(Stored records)
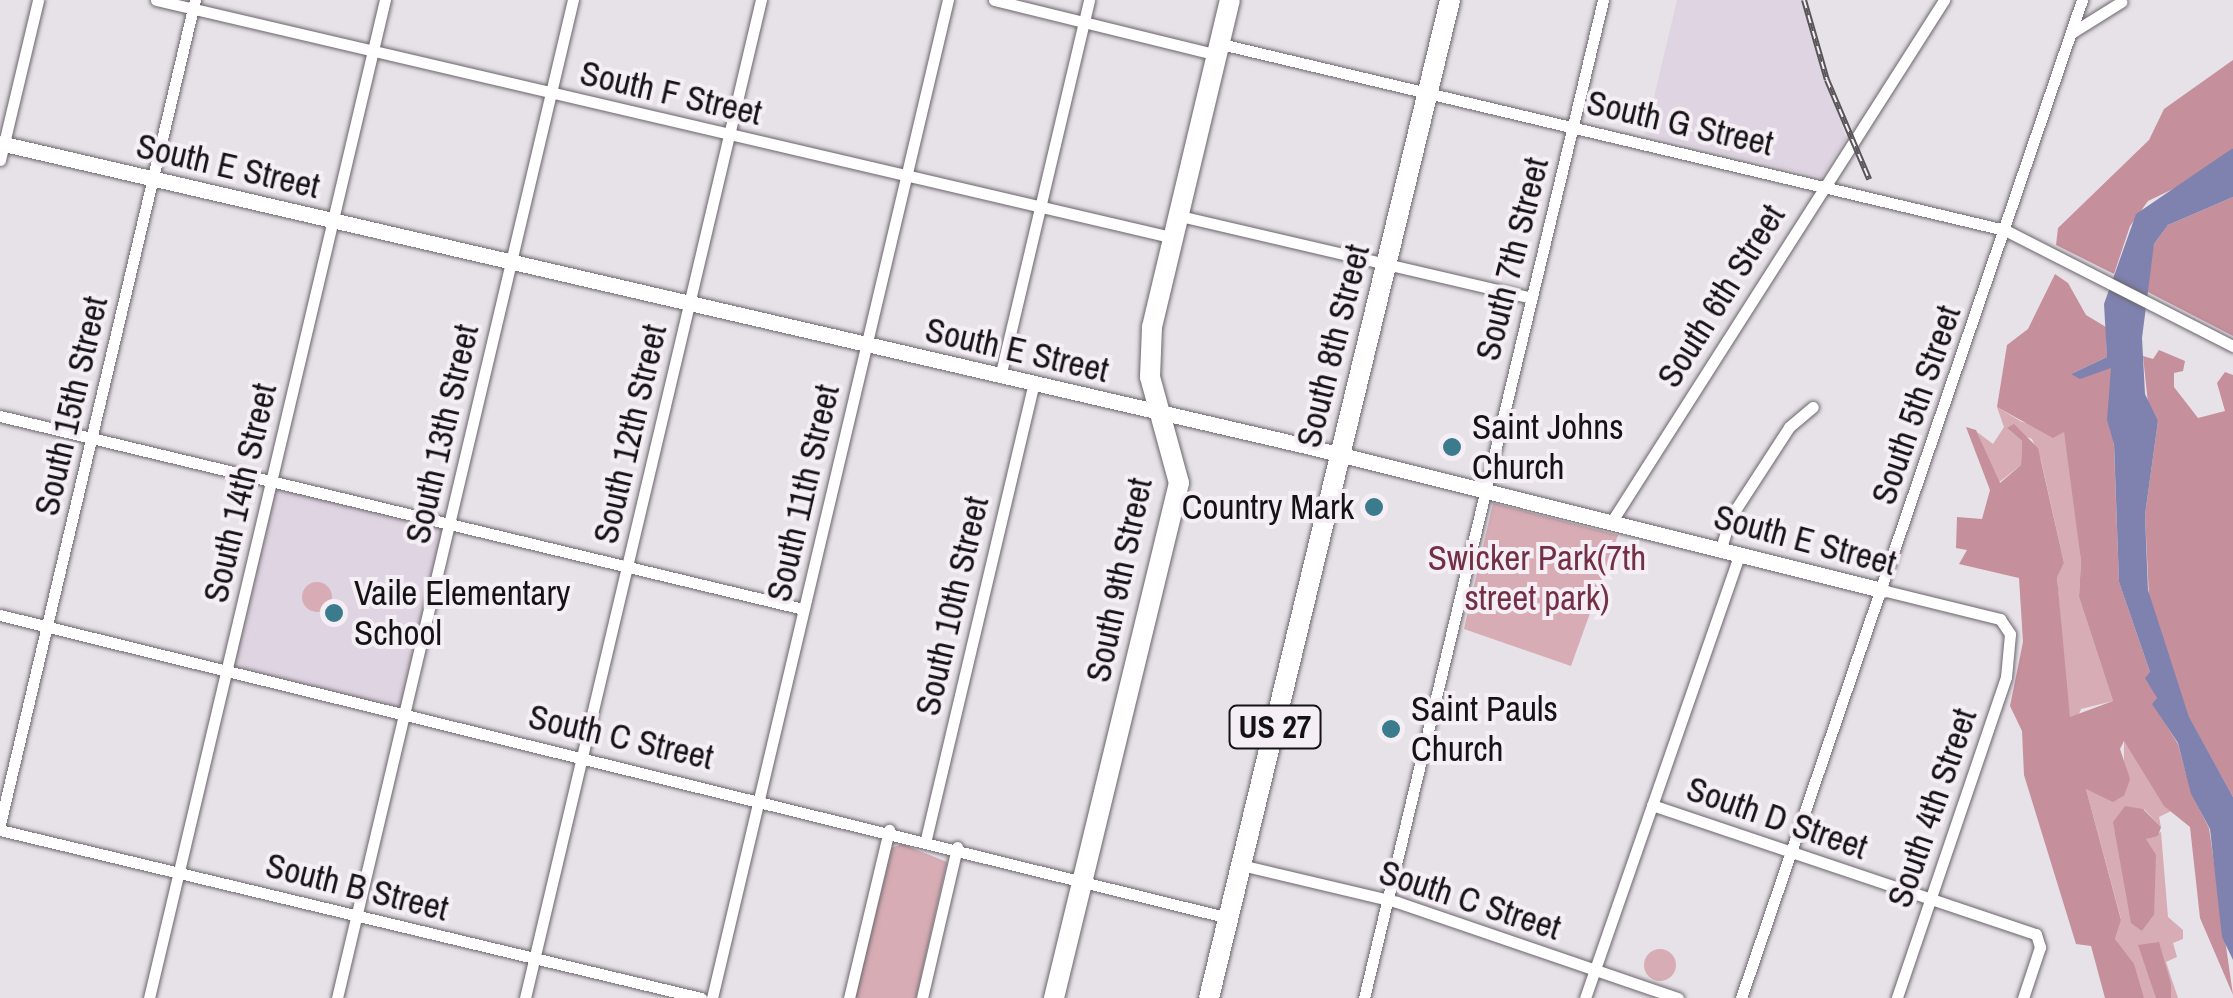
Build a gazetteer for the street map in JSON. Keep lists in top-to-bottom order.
{
  "streets": {
    "highway": ["South 8th Street", "South 9th Street", "US 27"],
    "street": [
      "South F Street",
      "South G Street",
      "South E Street",
      "South 7th Street",
      "South 6th Street",
      "South 5th Street",
      "South 15th Street",
      "South 13th Street",
      "South 12th Street",
      "South 14th Street",
      "South 11th Street",
      "South 10th Street",
      "South C Street",
      "South 4th Street",
      "South D Street",
      "South B Street"
    ]
  },
  "crossings": [
    ["South F Street", "South 15th Street"],
    ["South F Street", "South 13th Street"],
    ["South F Street", "South 12th Street"],
    ["South F Street", "South 14th Street"],
    ["South F Street", "South 11th Street"],
    ["South F Street", "South 9th Street"],
    ["South G Street", "South 7th Street"],
    ["South G Street", "South 6th Street"],
    ["South G Street", "South 8th Street"],
    ["South G Street", "South 5th Street"],
    ["South G Street", "South 9th Street"],
    ["South E Street", "South 7th Street"],
    ["South E Street", "South 6th Street"],
    ["South E Street", "South 8th Street"],
    ["South E Street", "South 5th Street"],
    ["South E Street", "South 15th Street"],
    ["South E Street", "South 13th Street"],
    ["South E Street", "South 12th Street"],
    ["South E Street", "South 14th Street"],
    ["South E Street", "South 11th Street"],
    ["South E Street", "South 9th Street"],
    ["South E Street", "South 10th Street"],
    ["South E Street", "South 4th Street"],
    ["South 7th Street", "South C Street"],
    ["South 8th Street", "South C Street"],
    ["South 5th Street", "South D Street"],
    ["South 15th Street", "South C Street"],
    ["South 15th Street", "South B Street"],
    ["South 13th Street", "South C Street"],
    ["South 13th Street", "South B Street"],
    ["South 12th Street", "South C Street"],
    ["South 12th Street", "South B Street"],
    ["South 14th Street", "South C Street"],
    ["South 14th Street", "South B Street"],
    ["South 11th Street", "South C Street"],
    ["South 9th Street", "South C Street"],
    ["South 10th Street", "South C Street"],
    ["South 4th Street", "South D Street"]
  ],
  "parks": ["Swicker Park(7th street park)"],
  "places": [
    "Saint Johns Church",
    "Country Mark",
    "Vaile Elementary School",
    "Saint Pauls Church"
  ]
}
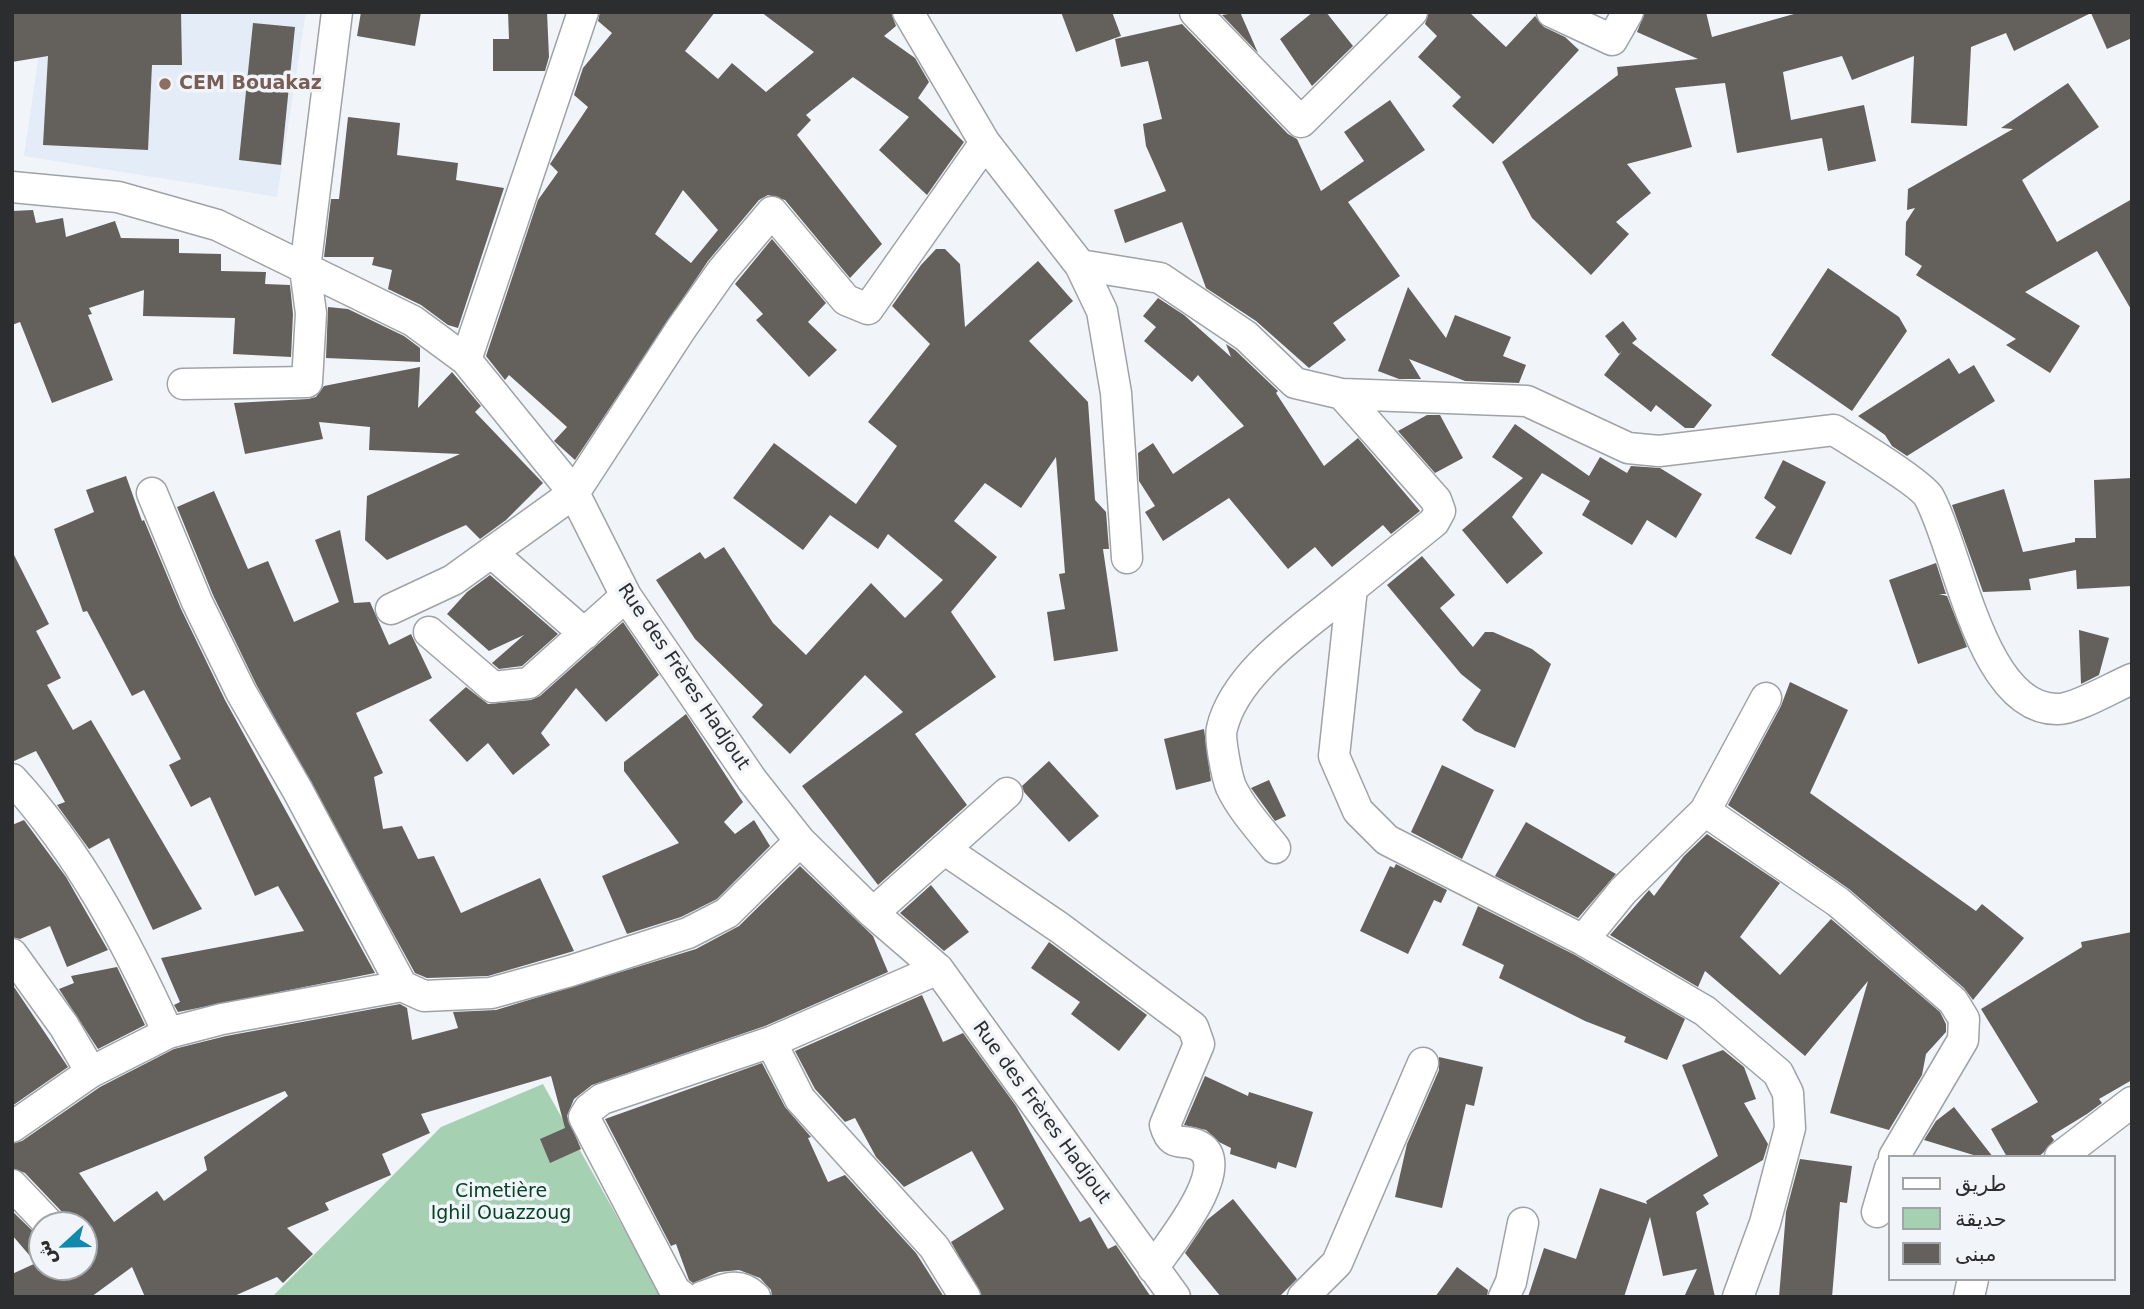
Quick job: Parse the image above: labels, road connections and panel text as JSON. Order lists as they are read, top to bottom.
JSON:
{
  "streets": {
    "street": ["Rue des Frères Hadjout"]
  },
  "parks": ["Cimetière Ighil Ouazzoug"],
  "places": ["CEM Bouakaz"],
  "legend": ["طريق", "حديقة", "مبنى"],
  "north": "left"
}
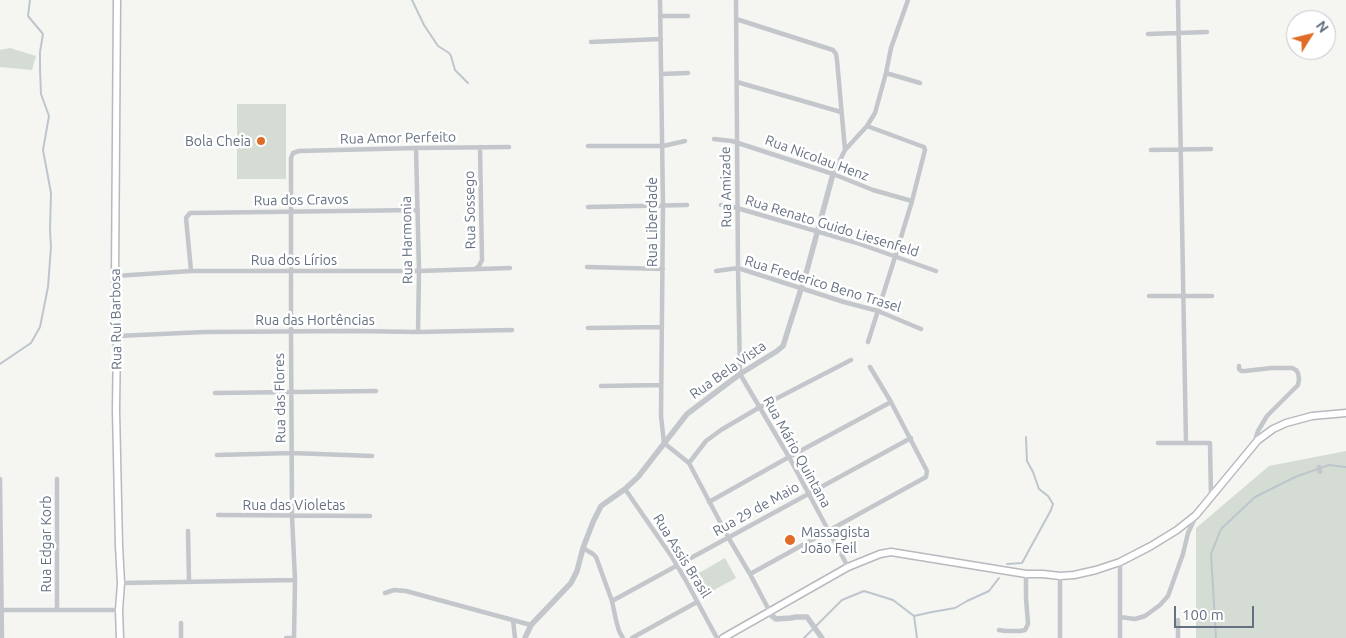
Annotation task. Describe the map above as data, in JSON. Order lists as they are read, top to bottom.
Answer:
{
  "streets": {
    "main road": ["Rua Ruí Barbosa"],
    "street": [
      "Rua Amor Perfeito",
      "Rua Nicolau Henz",
      "Rua Amizade",
      "Rua dos Cravos",
      "Rua Sossego",
      "Rua Liberdade",
      "Rua Renato Guido Liesenfeld",
      "Rua Harmonia",
      "Rua dos Lírios",
      "Rua Frederico Beno Trasel",
      "Rua das Hortências",
      "Rua Bela Vista",
      "Rua das Flores",
      "Rua Mário Quintana",
      "Rua das Violetas",
      "Rua 29 de Maio",
      "Rua Edgar Korb",
      "Rua Assis Brasil"
    ]
  },
  "crossings": [
    ["Rua Amor Perfeito", "Rua Sossego"],
    ["Rua Amor Perfeito", "Rua Harmonia"],
    ["Rua Amor Perfeito", "Rua das Flores"],
    ["Rua Nicolau Henz", "Rua Amizade"],
    ["Rua Nicolau Henz", "Rua Bela Vista"],
    ["Rua Amizade", "Rua Renato Guido Liesenfeld"],
    ["Rua Amizade", "Rua Frederico Beno Trasel"],
    ["Rua Amizade", "Rua Bela Vista"],
    ["Rua Amizade", "Rua Mário Quintana"],
    ["Rua dos Cravos", "Rua Harmonia"],
    ["Rua dos Cravos", "Rua dos Lírios"],
    ["Rua dos Cravos", "Rua das Flores"],
    ["Rua Sossego", "Rua dos Lírios"],
    ["Rua Liberdade", "Rua Bela Vista"],
    ["Rua Renato Guido Liesenfeld", "Rua Bela Vista"],
    ["Rua Harmonia", "Rua dos Lírios"],
    ["Rua Harmonia", "Rua das Hortências"],
    ["Rua dos Lírios", "Rua Ruí Barbosa"],
    ["Rua dos Lírios", "Rua das Flores"],
    ["Rua Frederico Beno Trasel", "Rua Bela Vista"],
    ["Rua Ruí Barbosa", "Rua das Hortências"],
    ["Rua das Hortências", "Rua das Flores"],
    ["Rua Bela Vista", "Rua Mário Quintana"],
    ["Rua Bela Vista", "Rua Assis Brasil"],
    ["Rua das Flores", "Rua das Violetas"],
    ["Rua Mário Quintana", "Rua 29 de Maio"],
    ["Rua 29 de Maio", "Rua Assis Brasil"]
  ],
  "places": ["Bola Cheia", "Massagista João Feil"],
  "scale_bar": "100 m",
  "north": "top right"
}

▶ _ACTIVITY_
Transcribe all the lines above exactly; any image among them is skipped.

▶ _TASK RESULT_
Build a gazetteer for the street map in JSON. Keep lists in top-to-bottom order.
{
  "streets": {
    "highway": ["South 8th Street", "South 9th Street", "US 27"],
    "street": [
      "South F Street",
      "South G Street",
      "South E Street",
      "South 7th Street",
      "South 6th Street",
      "South 5th Street",
      "South 15th Street",
      "South 13th Street",
      "South 12th Street",
      "South 14th Street",
      "South 11th Street",
      "South 10th Street",
      "South C Street",
      "South 4th Street",
      "South D Street",
      "South B Street"
    ]
  },
  "crossings": [
    ["South F Street", "South 15th Street"],
    ["South F Street", "South 13th Street"],
    ["South F Street", "South 12th Street"],
    ["South F Street", "South 14th Street"],
    ["South F Street", "South 11th Street"],
    ["South F Street", "South 9th Street"],
    ["South G Street", "South 7th Street"],
    ["South G Street", "South 6th Street"],
    ["South G Street", "South 8th Street"],
    ["South G Street", "South 5th Street"],
    ["South G Street", "South 9th Street"],
    ["South E Street", "South 7th Street"],
    ["South E Street", "South 6th Street"],
    ["South E Street", "South 8th Street"],
    ["South E Street", "South 5th Street"],
    ["South E Street", "South 15th Street"],
    ["South E Street", "South 13th Street"],
    ["South E Street", "South 12th Street"],
    ["South E Street", "South 14th Street"],
    ["South E Street", "South 11th Street"],
    ["South E Street", "South 9th Street"],
    ["South E Street", "South 10th Street"],
    ["South E Street", "South 4th Street"],
    ["South 7th Street", "South C Street"],
    ["South 8th Street", "South C Street"],
    ["South 5th Street", "South D Street"],
    ["South 15th Street", "South C Street"],
    ["South 15th Street", "South B Street"],
    ["South 13th Street", "South C Street"],
    ["South 13th Street", "South B Street"],
    ["South 12th Street", "South C Street"],
    ["South 12th Street", "South B Street"],
    ["South 14th Street", "South C Street"],
    ["South 14th Street", "South B Street"],
    ["South 11th Street", "South C Street"],
    ["South 9th Street", "South C Street"],
    ["South 10th Street", "South C Street"],
    ["South 4th Street", "South D Street"]
  ],
  "parks": ["Swicker Park(7th street park)"],
  "places": [
    "Saint Johns Church",
    "Country Mark",
    "Vaile Elementary School",
    "Saint Pauls Church"
  ]
}
Quick job: Parse the image above: labels, road connections and panel text as JSON. Order lists as they are read, top to bottom.
JSON:
{
  "streets": {
    "street": ["Rue des Frères Hadjout"]
  },
  "parks": ["Cimetière Ighil Ouazzoug"],
  "places": ["CEM Bouakaz"],
  "legend": ["طريق", "حديقة", "مبنى"],
  "north": "left"
}
Annotation task. Describe the map above as data, in JSON. Order lists as they are read, top to bottom.
Answer:
{
  "streets": {
    "main road": ["Rua Ruí Barbosa"],
    "street": [
      "Rua Amor Perfeito",
      "Rua Nicolau Henz",
      "Rua Amizade",
      "Rua dos Cravos",
      "Rua Sossego",
      "Rua Liberdade",
      "Rua Renato Guido Liesenfeld",
      "Rua Harmonia",
      "Rua dos Lírios",
      "Rua Frederico Beno Trasel",
      "Rua das Hortências",
      "Rua Bela Vista",
      "Rua das Flores",
      "Rua Mário Quintana",
      "Rua das Violetas",
      "Rua 29 de Maio",
      "Rua Edgar Korb",
      "Rua Assis Brasil"
    ]
  },
  "crossings": [
    ["Rua Amor Perfeito", "Rua Sossego"],
    ["Rua Amor Perfeito", "Rua Harmonia"],
    ["Rua Amor Perfeito", "Rua das Flores"],
    ["Rua Nicolau Henz", "Rua Amizade"],
    ["Rua Nicolau Henz", "Rua Bela Vista"],
    ["Rua Amizade", "Rua Renato Guido Liesenfeld"],
    ["Rua Amizade", "Rua Frederico Beno Trasel"],
    ["Rua Amizade", "Rua Bela Vista"],
    ["Rua Amizade", "Rua Mário Quintana"],
    ["Rua dos Cravos", "Rua Harmonia"],
    ["Rua dos Cravos", "Rua dos Lírios"],
    ["Rua dos Cravos", "Rua das Flores"],
    ["Rua Sossego", "Rua dos Lírios"],
    ["Rua Liberdade", "Rua Bela Vista"],
    ["Rua Renato Guido Liesenfeld", "Rua Bela Vista"],
    ["Rua Harmonia", "Rua dos Lírios"],
    ["Rua Harmonia", "Rua das Hortências"],
    ["Rua dos Lírios", "Rua Ruí Barbosa"],
    ["Rua dos Lírios", "Rua das Flores"],
    ["Rua Frederico Beno Trasel", "Rua Bela Vista"],
    ["Rua Ruí Barbosa", "Rua das Hortências"],
    ["Rua das Hortências", "Rua das Flores"],
    ["Rua Bela Vista", "Rua Mário Quintana"],
    ["Rua Bela Vista", "Rua Assis Brasil"],
    ["Rua das Flores", "Rua das Violetas"],
    ["Rua Mário Quintana", "Rua 29 de Maio"],
    ["Rua 29 de Maio", "Rua Assis Brasil"]
  ],
  "places": ["Bola Cheia", "Massagista João Feil"],
  "scale_bar": "100 m",
  "north": "top right"
}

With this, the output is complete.